*** Opening of Data shown ***

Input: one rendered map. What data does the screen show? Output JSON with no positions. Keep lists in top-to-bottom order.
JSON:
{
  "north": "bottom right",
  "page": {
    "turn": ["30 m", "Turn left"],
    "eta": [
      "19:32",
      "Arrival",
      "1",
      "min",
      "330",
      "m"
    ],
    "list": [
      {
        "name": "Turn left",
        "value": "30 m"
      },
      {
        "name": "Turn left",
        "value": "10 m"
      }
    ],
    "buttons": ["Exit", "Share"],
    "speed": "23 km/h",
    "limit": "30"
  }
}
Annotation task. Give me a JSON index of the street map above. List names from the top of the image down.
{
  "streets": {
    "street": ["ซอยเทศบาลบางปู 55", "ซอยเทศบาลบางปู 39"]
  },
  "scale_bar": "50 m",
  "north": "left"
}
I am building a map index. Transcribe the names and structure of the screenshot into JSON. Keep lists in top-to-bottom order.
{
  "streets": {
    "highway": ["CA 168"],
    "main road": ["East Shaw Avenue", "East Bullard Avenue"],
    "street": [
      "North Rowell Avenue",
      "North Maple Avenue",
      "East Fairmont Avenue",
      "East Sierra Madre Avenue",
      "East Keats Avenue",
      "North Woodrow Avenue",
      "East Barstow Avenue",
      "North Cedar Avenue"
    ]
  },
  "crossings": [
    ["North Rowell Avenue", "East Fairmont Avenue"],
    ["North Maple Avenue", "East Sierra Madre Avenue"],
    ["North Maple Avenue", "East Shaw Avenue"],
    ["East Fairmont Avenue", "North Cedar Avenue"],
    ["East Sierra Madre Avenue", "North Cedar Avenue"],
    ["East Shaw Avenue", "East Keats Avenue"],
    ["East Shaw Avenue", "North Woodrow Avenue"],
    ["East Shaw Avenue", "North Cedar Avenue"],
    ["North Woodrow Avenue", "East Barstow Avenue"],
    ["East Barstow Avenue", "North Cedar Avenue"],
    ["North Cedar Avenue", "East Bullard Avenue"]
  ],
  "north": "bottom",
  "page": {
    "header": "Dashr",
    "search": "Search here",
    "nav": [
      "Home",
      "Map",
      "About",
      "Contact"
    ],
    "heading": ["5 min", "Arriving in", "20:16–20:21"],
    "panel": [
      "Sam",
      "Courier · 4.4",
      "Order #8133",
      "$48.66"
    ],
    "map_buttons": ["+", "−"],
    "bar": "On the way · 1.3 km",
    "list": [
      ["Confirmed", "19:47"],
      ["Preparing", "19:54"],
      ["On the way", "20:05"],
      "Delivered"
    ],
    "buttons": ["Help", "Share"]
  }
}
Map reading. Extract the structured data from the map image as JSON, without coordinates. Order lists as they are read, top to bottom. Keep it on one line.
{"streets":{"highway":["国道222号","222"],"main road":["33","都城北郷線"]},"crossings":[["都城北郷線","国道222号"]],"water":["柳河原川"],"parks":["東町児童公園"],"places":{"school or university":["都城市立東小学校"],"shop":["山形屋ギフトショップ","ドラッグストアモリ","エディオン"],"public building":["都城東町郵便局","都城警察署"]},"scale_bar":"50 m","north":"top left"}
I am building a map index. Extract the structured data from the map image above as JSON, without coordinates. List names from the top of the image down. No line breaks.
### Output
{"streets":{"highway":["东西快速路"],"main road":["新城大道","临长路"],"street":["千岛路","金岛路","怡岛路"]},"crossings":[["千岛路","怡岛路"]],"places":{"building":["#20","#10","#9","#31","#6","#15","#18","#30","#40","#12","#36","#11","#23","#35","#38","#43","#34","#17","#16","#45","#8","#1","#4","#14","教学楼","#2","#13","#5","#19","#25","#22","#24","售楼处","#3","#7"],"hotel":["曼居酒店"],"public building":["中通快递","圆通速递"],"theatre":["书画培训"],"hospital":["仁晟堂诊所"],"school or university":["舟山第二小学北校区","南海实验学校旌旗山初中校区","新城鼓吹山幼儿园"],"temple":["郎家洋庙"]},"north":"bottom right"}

*** Close of Data shown ***

• Task statement
Reproduce the data shown above exactly.

• Answer to the exercise
Input: one rendered map. What data does the screen show? Output JSON with no positions. Keep lists in top-to-bottom order.
JSON:
{
  "north": "bottom right",
  "page": {
    "turn": ["30 m", "Turn left"],
    "eta": [
      "19:32",
      "Arrival",
      "1",
      "min",
      "330",
      "m"
    ],
    "list": [
      {
        "name": "Turn left",
        "value": "30 m"
      },
      {
        "name": "Turn left",
        "value": "10 m"
      }
    ],
    "buttons": ["Exit", "Share"],
    "speed": "23 km/h",
    "limit": "30"
  }
}
Annotation task. Give me a JSON index of the street map above. List names from the top of the image down.
{
  "streets": {
    "street": ["ซอยเทศบาลบางปู 55", "ซอยเทศบาลบางปู 39"]
  },
  "scale_bar": "50 m",
  "north": "left"
}
I am building a map index. Transcribe the names and structure of the screenshot into JSON. Keep lists in top-to-bottom order.
{
  "streets": {
    "highway": ["CA 168"],
    "main road": ["East Shaw Avenue", "East Bullard Avenue"],
    "street": [
      "North Rowell Avenue",
      "North Maple Avenue",
      "East Fairmont Avenue",
      "East Sierra Madre Avenue",
      "East Keats Avenue",
      "North Woodrow Avenue",
      "East Barstow Avenue",
      "North Cedar Avenue"
    ]
  },
  "crossings": [
    ["North Rowell Avenue", "East Fairmont Avenue"],
    ["North Maple Avenue", "East Sierra Madre Avenue"],
    ["North Maple Avenue", "East Shaw Avenue"],
    ["East Fairmont Avenue", "North Cedar Avenue"],
    ["East Sierra Madre Avenue", "North Cedar Avenue"],
    ["East Shaw Avenue", "East Keats Avenue"],
    ["East Shaw Avenue", "North Woodrow Avenue"],
    ["East Shaw Avenue", "North Cedar Avenue"],
    ["North Woodrow Avenue", "East Barstow Avenue"],
    ["East Barstow Avenue", "North Cedar Avenue"],
    ["North Cedar Avenue", "East Bullard Avenue"]
  ],
  "north": "bottom",
  "page": {
    "header": "Dashr",
    "search": "Search here",
    "nav": [
      "Home",
      "Map",
      "About",
      "Contact"
    ],
    "heading": ["5 min", "Arriving in", "20:16–20:21"],
    "panel": [
      "Sam",
      "Courier · 4.4",
      "Order #8133",
      "$48.66"
    ],
    "map_buttons": ["+", "−"],
    "bar": "On the way · 1.3 km",
    "list": [
      ["Confirmed", "19:47"],
      ["Preparing", "19:54"],
      ["On the way", "20:05"],
      "Delivered"
    ],
    "buttons": ["Help", "Share"]
  }
}
Map reading. Extract the structured data from the map image as JSON, without coordinates. Order lists as they are read, top to bottom. Keep it on one line.
{"streets":{"highway":["国道222号","222"],"main road":["33","都城北郷線"]},"crossings":[["都城北郷線","国道222号"]],"water":["柳河原川"],"parks":["東町児童公園"],"places":{"school or university":["都城市立東小学校"],"shop":["山形屋ギフトショップ","ドラッグストアモリ","エディオン"],"public building":["都城東町郵便局","都城警察署"]},"scale_bar":"50 m","north":"top left"}
I am building a map index. Extract the structured data from the map image above as JSON, without coordinates. List names from the top of the image down. No line breaks.
### Output
{"streets":{"highway":["东西快速路"],"main road":["新城大道","临长路"],"street":["千岛路","金岛路","怡岛路"]},"crossings":[["千岛路","怡岛路"]],"places":{"building":["#20","#10","#9","#31","#6","#15","#18","#30","#40","#12","#36","#11","#23","#35","#38","#43","#34","#17","#16","#45","#8","#1","#4","#14","教学楼","#2","#13","#5","#19","#25","#22","#24","售楼处","#3","#7"],"hotel":["曼居酒店"],"public building":["中通快递","圆通速递"],"theatre":["书画培训"],"hospital":["仁晟堂诊所"],"school or university":["舟山第二小学北校区","南海实验学校旌旗山初中校区","新城鼓吹山幼儿园"],"temple":["郎家洋庙"]},"north":"bottom right"}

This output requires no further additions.